#### Saved entries:
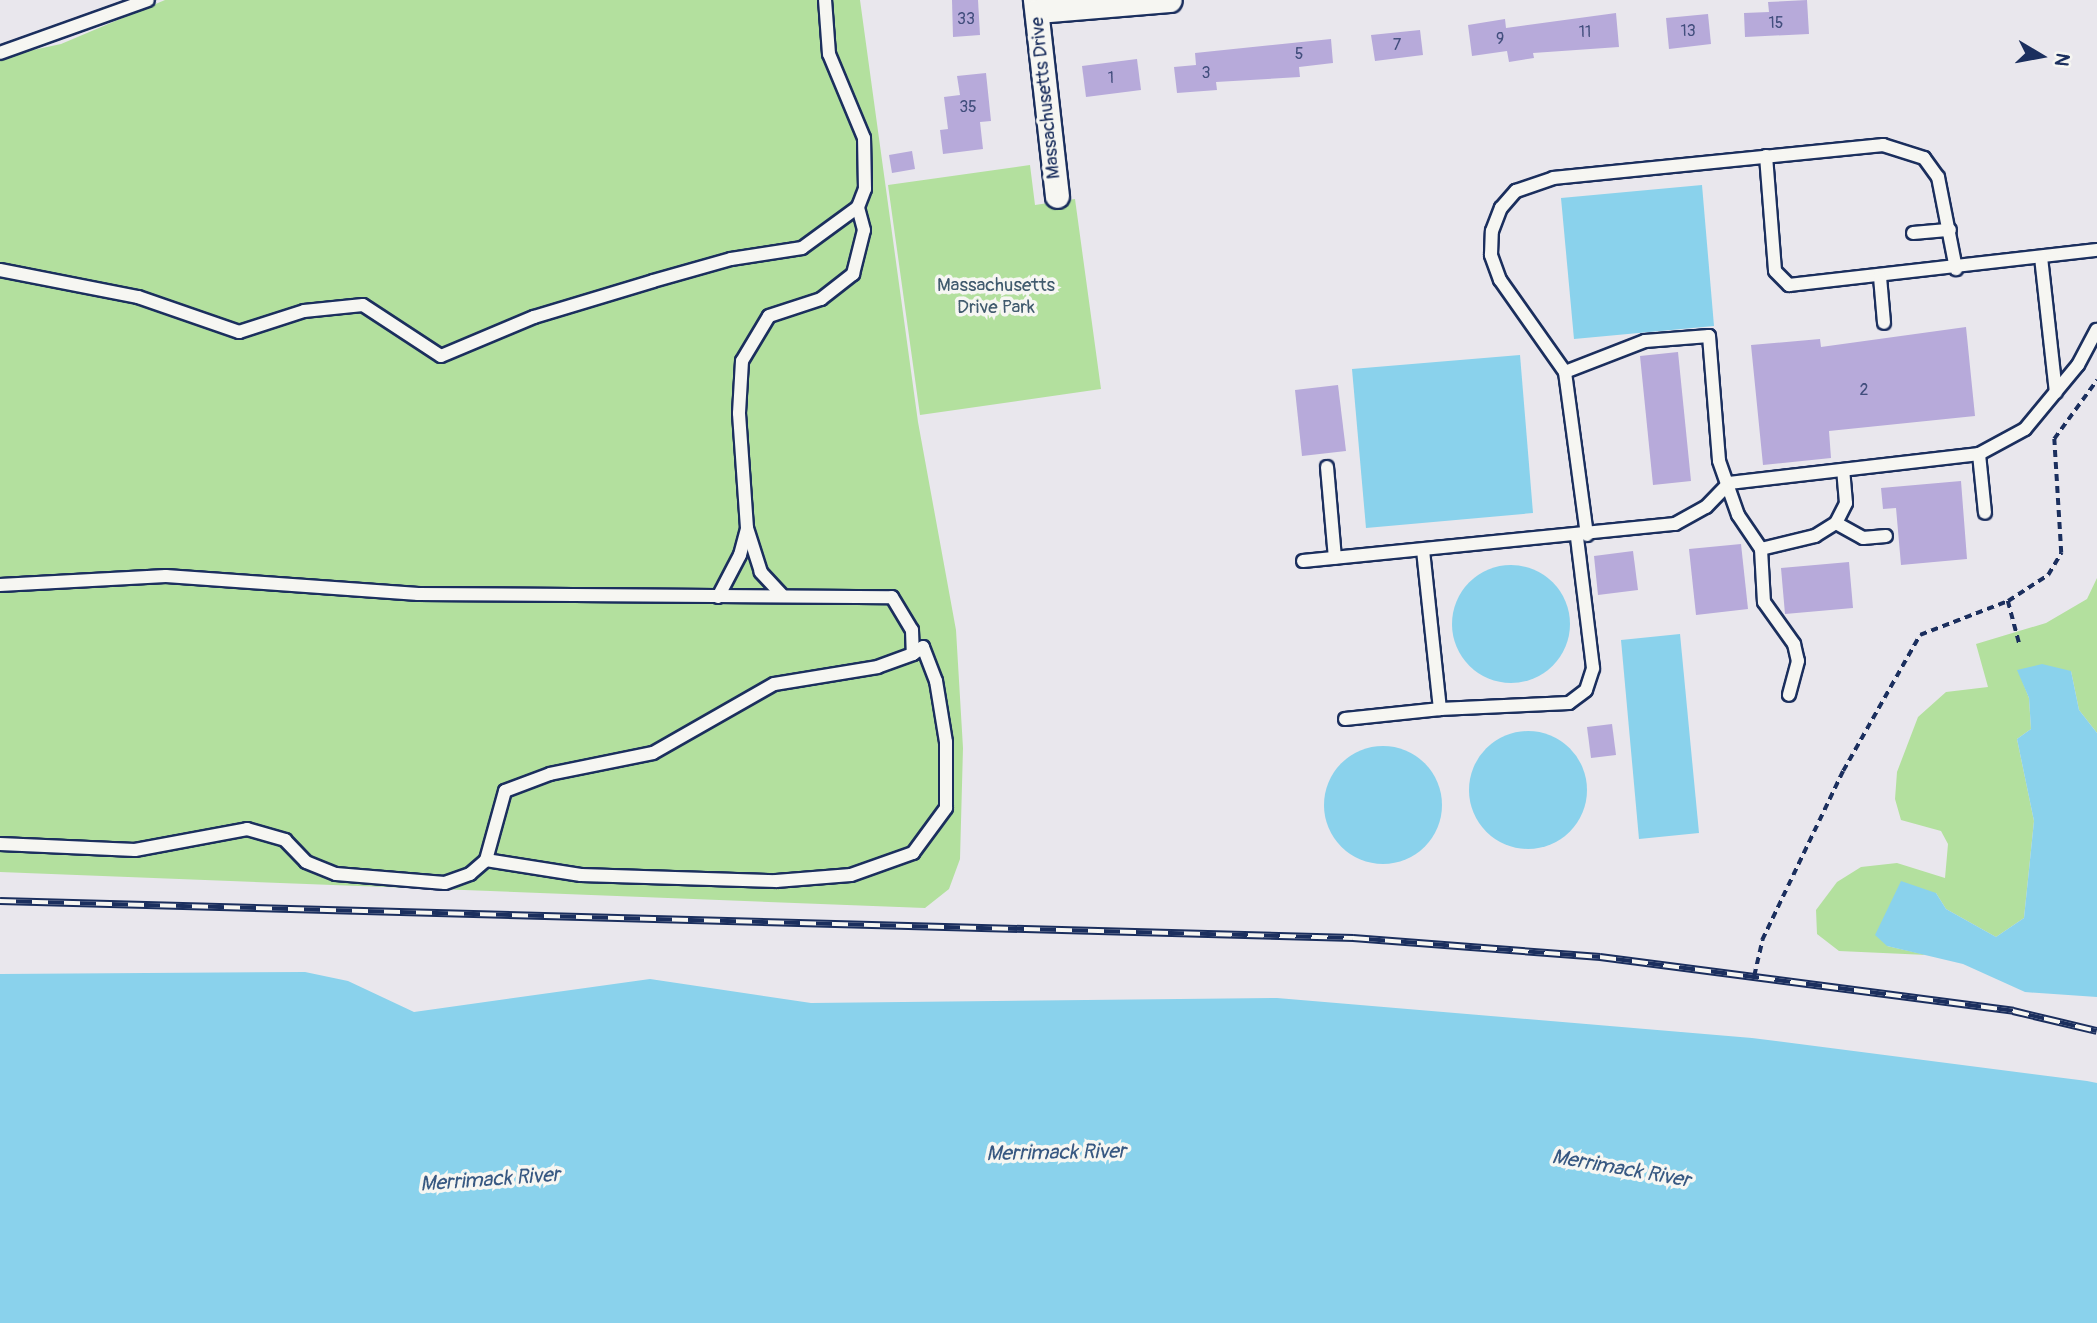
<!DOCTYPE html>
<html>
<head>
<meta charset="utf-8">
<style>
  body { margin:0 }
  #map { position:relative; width:2097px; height:1323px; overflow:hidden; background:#e9e7ed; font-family:Pangolin,sans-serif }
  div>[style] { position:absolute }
  .green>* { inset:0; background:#b3e09e }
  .water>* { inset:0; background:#8ad2ec }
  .round { border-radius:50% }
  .building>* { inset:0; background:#b7aada }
  .path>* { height:3.5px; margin-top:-1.75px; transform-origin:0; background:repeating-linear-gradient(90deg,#1b2f5e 0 7px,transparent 0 12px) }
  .roads { filter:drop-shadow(2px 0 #1b2f5e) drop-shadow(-2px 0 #1b2f5e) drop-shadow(0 2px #1b2f5e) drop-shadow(0 -2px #1b2f5e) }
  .lane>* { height:12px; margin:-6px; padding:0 6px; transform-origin:6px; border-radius:6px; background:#f6f6f2 }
  .street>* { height:23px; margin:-11.5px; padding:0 11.5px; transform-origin:11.5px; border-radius:11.5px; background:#f6f6f2 }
  .rail>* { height:8px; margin-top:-4px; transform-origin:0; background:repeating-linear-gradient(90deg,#f6f6f2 0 16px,#1b2f5e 0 32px); box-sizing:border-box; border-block:2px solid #1b2f5e }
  span { translate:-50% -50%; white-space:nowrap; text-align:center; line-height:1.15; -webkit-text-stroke:7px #f6f6f2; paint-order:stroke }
  .number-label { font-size:16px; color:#424e7d }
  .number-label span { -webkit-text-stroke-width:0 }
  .street-label { font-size:19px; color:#1b2f5e }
  .park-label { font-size:19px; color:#415b6e }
  .water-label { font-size:21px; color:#375882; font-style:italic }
  .north { position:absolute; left:2006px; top:21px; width:70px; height:70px; -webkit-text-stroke:5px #f6f6f2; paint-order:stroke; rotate:100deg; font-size:19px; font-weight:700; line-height:28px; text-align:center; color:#1b2f5e }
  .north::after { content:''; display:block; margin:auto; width:24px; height:32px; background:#1b2f5e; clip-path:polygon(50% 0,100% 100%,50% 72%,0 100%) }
</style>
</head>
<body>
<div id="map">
  <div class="green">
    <div style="clip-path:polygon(165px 0,860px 0,918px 422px,956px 630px,963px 748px,960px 859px,949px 889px,925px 908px,0 872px,0 57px,61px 44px)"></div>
    <div style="clip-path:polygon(1030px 165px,1035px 205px,1075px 199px,1101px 389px,920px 415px,888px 185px)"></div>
    <div style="clip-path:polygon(2097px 578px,2097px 733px,2079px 710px,2071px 671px,2018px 670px,2029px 698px,2031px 729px,2017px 739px,2034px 821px,2024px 918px,1996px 937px,1946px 909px,1936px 893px,1887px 946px,1927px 955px,1839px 951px,1817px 934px,1816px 910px,1837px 882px,1861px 867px,1897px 863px,1945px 878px,1948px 844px,1941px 831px,1901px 820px,1895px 799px,1897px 772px,1918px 717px,1946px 692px,1988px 687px,1976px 644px,2046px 623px,2087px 599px)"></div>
  </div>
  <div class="water">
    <div style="clip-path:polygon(1702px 185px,1714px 326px,1574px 339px,1561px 198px)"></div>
    <div style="clip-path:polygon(1520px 355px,1533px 513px,1366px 528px,1352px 369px)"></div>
    <div class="round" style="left:1452px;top:565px;width:118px;height:118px"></div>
    <div style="clip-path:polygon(1680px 634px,1699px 833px,1639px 839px,1621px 640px)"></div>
    <div style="clip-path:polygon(2042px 664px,2071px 671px,2079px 710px,2097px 733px,2097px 997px,2025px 992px,1963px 964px,1887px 946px,1875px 935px,1901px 881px,1936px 893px,1946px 909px,1996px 937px,2024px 918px,2034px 821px,2017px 739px,2031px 729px,2029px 698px,2017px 670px)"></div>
    <div class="round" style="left:1469px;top:731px;width:118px;height:118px"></div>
    <div class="round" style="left:1324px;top:746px;width:118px;height:118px"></div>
    <div style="clip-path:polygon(305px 972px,348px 981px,414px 1012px,650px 979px,811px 1003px,1277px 998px,1752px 1038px,2087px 1081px,2097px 1083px,2097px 1323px,0 1323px,0 974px)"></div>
  </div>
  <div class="building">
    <div style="clip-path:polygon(952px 0,978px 0,980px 35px,953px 37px)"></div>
    <div style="clip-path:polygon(1807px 0,1809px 34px,1745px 37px,1744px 13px,1769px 12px,1768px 2px)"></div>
    <div style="clip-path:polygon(1616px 13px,1619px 47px,1533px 53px,1534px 58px,1509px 62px,1507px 51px,1472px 56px,1468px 25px,1505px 19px,1506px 28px)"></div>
    <div style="clip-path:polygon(1708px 14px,1711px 44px,1669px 49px,1666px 18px)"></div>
    <div style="clip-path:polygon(1420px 30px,1423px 55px,1375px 61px,1371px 35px)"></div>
    <div style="clip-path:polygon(1331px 39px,1333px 63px,1299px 67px,1300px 77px,1216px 82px,1217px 90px,1177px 93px,1174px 67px,1196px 65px,1195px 53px)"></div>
    <div style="clip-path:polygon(1137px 59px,1141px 90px,1086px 97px,1082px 66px)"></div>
    <div style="clip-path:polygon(986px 73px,991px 121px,980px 122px,983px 149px,943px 154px,940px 130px,948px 129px,944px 97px,960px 95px,957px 76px)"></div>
    <div style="clip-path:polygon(912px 151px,915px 169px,892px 173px,889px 155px)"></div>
    <div style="clip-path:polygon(1966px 327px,1975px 416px,1829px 431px,1831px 458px,1763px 465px,1751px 345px,1820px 339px,1821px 347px)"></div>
    <div style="clip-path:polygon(1678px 352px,1691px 481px,1653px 485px,1640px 356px)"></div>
    <div style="clip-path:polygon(1338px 385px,1346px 451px,1302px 456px,1295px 390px)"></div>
    <div style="clip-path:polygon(1961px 481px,1967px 559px,1901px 565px,1896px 508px,1883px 509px,1881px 488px)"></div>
    <div style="clip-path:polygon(1741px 544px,1748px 609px,1696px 615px,1689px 549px)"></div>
    <div style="clip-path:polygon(1633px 551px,1638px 590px,1598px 595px,1594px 556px)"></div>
    <div style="clip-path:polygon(1849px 562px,1853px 608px,1785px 614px,1781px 568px)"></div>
    <div style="clip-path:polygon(1612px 724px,1616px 755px,1591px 758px,1587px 727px)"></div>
  </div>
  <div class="path">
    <div style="left:2008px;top:601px;width:47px;rotate:75.1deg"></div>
    <div style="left:1754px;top:976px;width:37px;rotate:-77deg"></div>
    <div style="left:1762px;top:940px;width:187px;rotate:-64.4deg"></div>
    <div style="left:1843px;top:771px;width:156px;rotate:-60.5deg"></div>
    <div style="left:1920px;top:635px;width:94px;rotate:-21.1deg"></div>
    <div style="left:2008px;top:601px;width:48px;rotate:-33deg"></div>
    <div style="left:2048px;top:575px;width:26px;rotate:-59deg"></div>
    <div style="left:2061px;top:553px;width:114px;rotate:-93.5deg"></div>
    <div style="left:2054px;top:439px;width:73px;rotate:-53.9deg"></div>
  </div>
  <div class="roads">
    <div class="lane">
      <div style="left:0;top:53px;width:157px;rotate:-19.7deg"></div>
      <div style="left:1766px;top:156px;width:115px;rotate:85.5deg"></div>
      <div style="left:1775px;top:271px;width:20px;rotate:45deg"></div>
      <div style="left:1789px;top:285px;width:310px;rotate:-6.5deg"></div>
      <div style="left:1913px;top:233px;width:37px;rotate:-5deg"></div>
      <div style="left:2041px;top:257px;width:136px;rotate:83.7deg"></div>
      <div style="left:0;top:270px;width:141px;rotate:11.1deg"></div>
      <div style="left:138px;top:297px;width:107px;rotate:19.1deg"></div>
      <div style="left:239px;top:332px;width:68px;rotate:-17.9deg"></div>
      <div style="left:304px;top:311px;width:59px;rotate:-5.8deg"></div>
      <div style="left:363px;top:305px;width:93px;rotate:33.2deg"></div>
      <div style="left:441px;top:356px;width:101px;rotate:-22.8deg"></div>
      <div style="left:534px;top:317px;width:124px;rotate:-16.8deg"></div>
      <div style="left:653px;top:281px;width:81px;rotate:-15.8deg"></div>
      <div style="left:731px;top:259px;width:72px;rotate:-8.8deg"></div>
      <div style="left:802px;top:248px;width:69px;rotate:-36.2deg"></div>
      <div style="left:858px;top:207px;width:19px;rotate:-69deg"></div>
      <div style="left:865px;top:189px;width:51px;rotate:-91.1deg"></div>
      <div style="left:864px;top:138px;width:91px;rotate:-112.6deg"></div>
      <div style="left:829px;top:54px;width:54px;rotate:-94.2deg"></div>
      <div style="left:1880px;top:277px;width:46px;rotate:85deg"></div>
      <div style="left:1565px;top:372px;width:86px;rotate:-21.2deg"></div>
      <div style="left:1645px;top:341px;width:64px;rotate:-4.5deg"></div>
      <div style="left:1709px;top:336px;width:125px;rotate:85.4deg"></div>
      <div style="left:1719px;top:461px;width:57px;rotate:70.6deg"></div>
      <div style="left:1738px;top:515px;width:41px;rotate:55.9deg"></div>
      <div style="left:1761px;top:549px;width:56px;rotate:-13.5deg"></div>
      <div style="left:1815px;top:536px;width:25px;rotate:-32deg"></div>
      <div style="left:1836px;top:523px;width:22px;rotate:-63deg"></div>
      <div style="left:1846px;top:503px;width:33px;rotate:-95deg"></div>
      <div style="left:1979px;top:454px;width:59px;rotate:84.2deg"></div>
      <div style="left:1327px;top:467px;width:91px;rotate:85deg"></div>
      <div style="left:1836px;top:523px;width:31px;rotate:29deg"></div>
      <div style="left:1863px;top:538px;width:23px;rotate:-5deg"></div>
      <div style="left:1587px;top:535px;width:164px;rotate:-97.7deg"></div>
      <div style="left:1565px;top:372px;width:113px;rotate:-125.2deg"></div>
      <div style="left:1500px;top:280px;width:27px;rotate:-110deg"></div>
      <div style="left:1491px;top:255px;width:24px;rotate:-88deg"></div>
      <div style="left:1492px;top:231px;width:25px;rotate:-69deg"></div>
      <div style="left:1501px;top:208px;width:23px;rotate:-49deg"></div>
      <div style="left:1516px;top:191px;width:39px;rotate:-19deg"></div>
      <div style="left:1553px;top:178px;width:332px;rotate:-5.7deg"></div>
      <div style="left:1883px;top:145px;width:43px;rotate:17.6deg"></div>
      <div style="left:1924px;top:158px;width:24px;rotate:54deg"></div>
      <div style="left:1938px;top:177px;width:94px;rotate:78.9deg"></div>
      <div style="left:1761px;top:549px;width:53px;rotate:86.8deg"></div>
      <div style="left:1764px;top:602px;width:52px;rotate:54.5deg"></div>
      <div style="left:1794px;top:644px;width:17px;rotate:77deg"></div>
      <div style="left:1798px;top:661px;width:35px;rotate:105deg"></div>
      <div style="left:1423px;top:550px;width:160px;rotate:83.9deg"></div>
      <div style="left:1440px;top:709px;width:129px;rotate:-2.7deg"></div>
      <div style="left:1569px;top:703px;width:21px;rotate:-37deg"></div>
      <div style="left:1586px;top:690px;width:23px;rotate:-72deg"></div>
      <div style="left:1593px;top:668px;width:132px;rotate:-97deg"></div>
      <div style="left:1303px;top:561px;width:374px;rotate:-5.7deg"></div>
      <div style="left:1675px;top:524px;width:35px;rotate:-29deg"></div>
      <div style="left:1706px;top:507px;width:33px;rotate:-46deg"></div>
      <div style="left:1729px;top:483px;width:252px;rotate:-6.6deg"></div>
      <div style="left:1979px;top:454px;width:52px;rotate:-28.5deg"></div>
      <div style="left:2025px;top:429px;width:83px;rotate:-50.4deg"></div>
      <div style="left:2078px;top:365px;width:40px;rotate:-62deg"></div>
      <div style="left:0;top:585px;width:166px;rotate:-3.1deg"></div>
      <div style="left:166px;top:576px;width:253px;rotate:4.1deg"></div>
      <div style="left:418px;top:594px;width:474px;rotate:0.4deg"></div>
      <div style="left:892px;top:597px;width:39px;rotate:59deg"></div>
      <div style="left:912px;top:630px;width:24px;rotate:88deg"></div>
      <div style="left:913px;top:654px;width:37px;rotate:160deg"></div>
      <div style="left:878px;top:667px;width:105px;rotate:170.7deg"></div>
      <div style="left:774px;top:684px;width:139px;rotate:150.3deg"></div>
      <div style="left:653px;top:753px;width:105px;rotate:168.5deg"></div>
      <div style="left:550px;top:774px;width:48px;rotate:159.3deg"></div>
      <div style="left:505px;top:791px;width:72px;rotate:105.4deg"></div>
      <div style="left:486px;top:860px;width:96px;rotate:9deg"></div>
      <div style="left:581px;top:875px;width:195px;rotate:1.8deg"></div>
      <div style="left:776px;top:881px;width:75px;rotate:-4.6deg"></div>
      <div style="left:851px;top:875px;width:66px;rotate:-19.5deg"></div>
      <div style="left:913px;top:853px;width:56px;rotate:-53.7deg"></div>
      <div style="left:946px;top:808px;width:66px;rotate:-90deg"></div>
      <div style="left:946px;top:742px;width:62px;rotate:-99.3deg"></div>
      <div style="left:936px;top:681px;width:36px;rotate:-111deg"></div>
      <div style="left:923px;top:647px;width:12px;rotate:145deg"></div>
      <div style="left:783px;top:596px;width:33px;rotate:-133deg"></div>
      <div style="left:761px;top:572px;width:46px;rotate:-107.7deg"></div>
      <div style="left:747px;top:528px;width:115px;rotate:-94deg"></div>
      <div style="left:739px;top:413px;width:52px;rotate:-86.7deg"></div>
      <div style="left:742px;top:361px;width:52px;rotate:-59deg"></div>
      <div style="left:769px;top:316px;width:55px;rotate:-18.1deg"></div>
      <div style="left:821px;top:299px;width:41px;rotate:-38deg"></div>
      <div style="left:853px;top:274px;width:45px;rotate:-76deg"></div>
      <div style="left:864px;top:230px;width:24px;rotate:-105deg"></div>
      <div style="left:718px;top:597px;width:47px;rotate:-62.4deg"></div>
      <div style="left:740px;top:555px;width:27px;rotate:-75deg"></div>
      <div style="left:1345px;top:719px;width:96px;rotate:-6deg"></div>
      <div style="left:0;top:844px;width:135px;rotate:2.5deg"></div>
      <div style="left:135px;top:850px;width:114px;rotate:-10.6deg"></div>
      <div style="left:247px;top:829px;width:40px;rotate:16deg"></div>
      <div style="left:285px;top:840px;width:30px;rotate:46deg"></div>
      <div style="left:306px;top:862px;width:32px;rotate:22deg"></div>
      <div style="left:336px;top:874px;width:109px;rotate:4.7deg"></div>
      <div style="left:445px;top:883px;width:27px;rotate:-20deg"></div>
      <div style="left:470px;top:874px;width:21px;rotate:-41deg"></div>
    </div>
    <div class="street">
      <div style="left:1035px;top:0;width:197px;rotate:83.6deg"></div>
      <div style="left:1037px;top:11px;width:133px;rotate:-4.7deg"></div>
    </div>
  </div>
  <div class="rail">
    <div style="left:0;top:901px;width:1354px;rotate:1.57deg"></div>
    <div style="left:1353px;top:938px;width:248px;rotate:4.4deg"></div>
    <div style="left:1600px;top:957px;width:417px;rotate:7.4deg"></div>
    <div style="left:2013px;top:1011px;width:86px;rotate:13.4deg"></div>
  </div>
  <div class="number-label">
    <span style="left:966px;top:19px">33</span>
    <span style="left:1776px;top:23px">15</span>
    <span style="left:1688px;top:31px">13</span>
    <span style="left:1585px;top:32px">11</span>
    <span style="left:1500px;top:39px">9</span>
    <span style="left:1397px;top:45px">7</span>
    <span style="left:1299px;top:54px">5</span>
    <span style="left:1206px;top:73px">3</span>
    <span style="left:1111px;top:78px">1</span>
    <span style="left:968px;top:107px">35</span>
    <span style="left:1864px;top:390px">2</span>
  </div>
  <div class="street-label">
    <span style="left:1046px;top:98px;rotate:-96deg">Massachusetts Drive</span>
  </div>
  <div class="park-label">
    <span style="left:996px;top:297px">Massachusetts<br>Drive Park</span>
  </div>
  <div class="water-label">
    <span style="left:1056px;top:1153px;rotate:-1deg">Merrimack River</span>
    <span style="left:1621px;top:1169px;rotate:10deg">Merrimack River</span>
    <span style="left:490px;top:1180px;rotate:-4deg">Merrimack River</span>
  </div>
  <div class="north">N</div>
</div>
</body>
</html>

#### The problem:
Where a line in the entries holds the word "roads", copy that line.

#### Exercise answer:
  .roads { filter:drop-shadow(2px 0 #1b2f5e) drop-shadow(-2px 0 #1b2f5e) drop-shadow(0 2px #1b2f5e) drop-shadow(0 -2px #1b2f5e) }
  <div class="roads">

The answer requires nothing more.